It appears that the 26 gallon gas tank skid made by either RCI (first photo) or BudBuilt (second photo) would fit on the Sequoia with minor or no modifications. My Sequoia has the same 4 threaded mounting points on the frame as used by these skid plates. I have not yet confirmed whether they are in the exact same physical orientation, however. Has anyone put either of these gas tank skid plates on a Sequoia?

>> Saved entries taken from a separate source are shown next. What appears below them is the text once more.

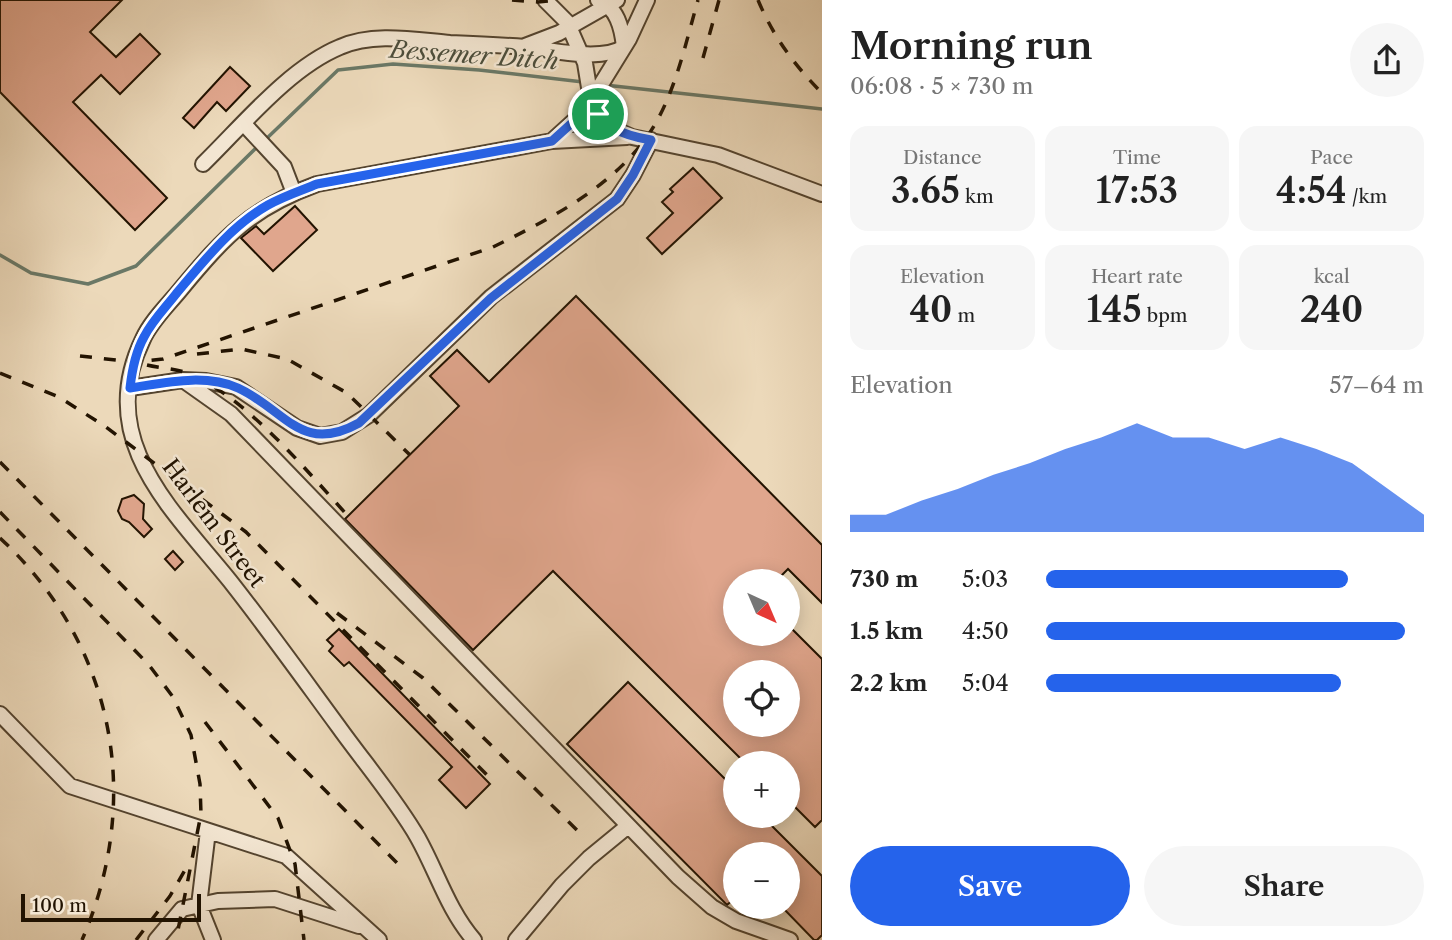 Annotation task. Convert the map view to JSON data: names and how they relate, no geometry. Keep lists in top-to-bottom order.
{
  "streets": {
    "lane": ["Harlem Street"]
  },
  "water": ["Bessemer Ditch"],
  "scale_bar": "100 m",
  "north": "bottom right",
  "page": {
    "heading": ["Morning run", "06:08 · 5 × 730 m"],
    "stats": [
      ["Distance", "3.65 km"],
      ["Time", "17:53"],
      ["Pace", "4:54 /km"],
      ["Elevation", "40 m"],
      ["Heart rate", "145 bpm"],
      ["kcal", "240"]
    ],
    "chart": ["Elevation", "57–64 m"],
    "list": [
      {
        "name": "730 m",
        "note": "5:03"
      },
      {
        "name": "1.5 km",
        "note": "4:50"
      },
      {
        "name": "2.2 km",
        "note": "5:04"
      }
    ],
    "map_buttons": ["+", "−"],
    "buttons": ["Save", "Share"],
    "scale": "100 m"
  }
}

The P&P Engineering skid plate assembly for the Tundra with 38 gallon gas tank (3rd photo) is an example with continuous coverage. Because the front of the larger gas tank is directly behind the Tundra transfer case, the P&P transfer case skid (4th photo) spans directly between the transmission cross member and the gas tank skid. Photos are from:

https://p-p-engineering.myshopify.com/collections/toyota

https://www.tundras.com/threads/p-p-engineering-tundra-skid-plates.11041/

Based on inspiration from the P&P design, it seems to me that a similar continuous bridging transfer case skid for the Sequoia could be adapted to the RCI or BudBuilt gas tank skids. Please post any comments or suggestions (pro or con).
I can officially confirm...The RCI fuel tank skid is a straight bolt-on fit for our Sequoias. You'll most likely need to replace the rear fuel tank strap with the Tundra off-road version (it has two bolt studs sticking out of the bottom). I say "most likely" because I assume that there aren't any Sequoias out there that came with the off-road fuel tank strap. Fuel tank strap is Toyota part number 77602-0C150. $85.36 at the dealer. Prop up your fuel tank with a jack stand, and the strap replacement is a 10 min job. Installing the skid plate was maybe 20 mins.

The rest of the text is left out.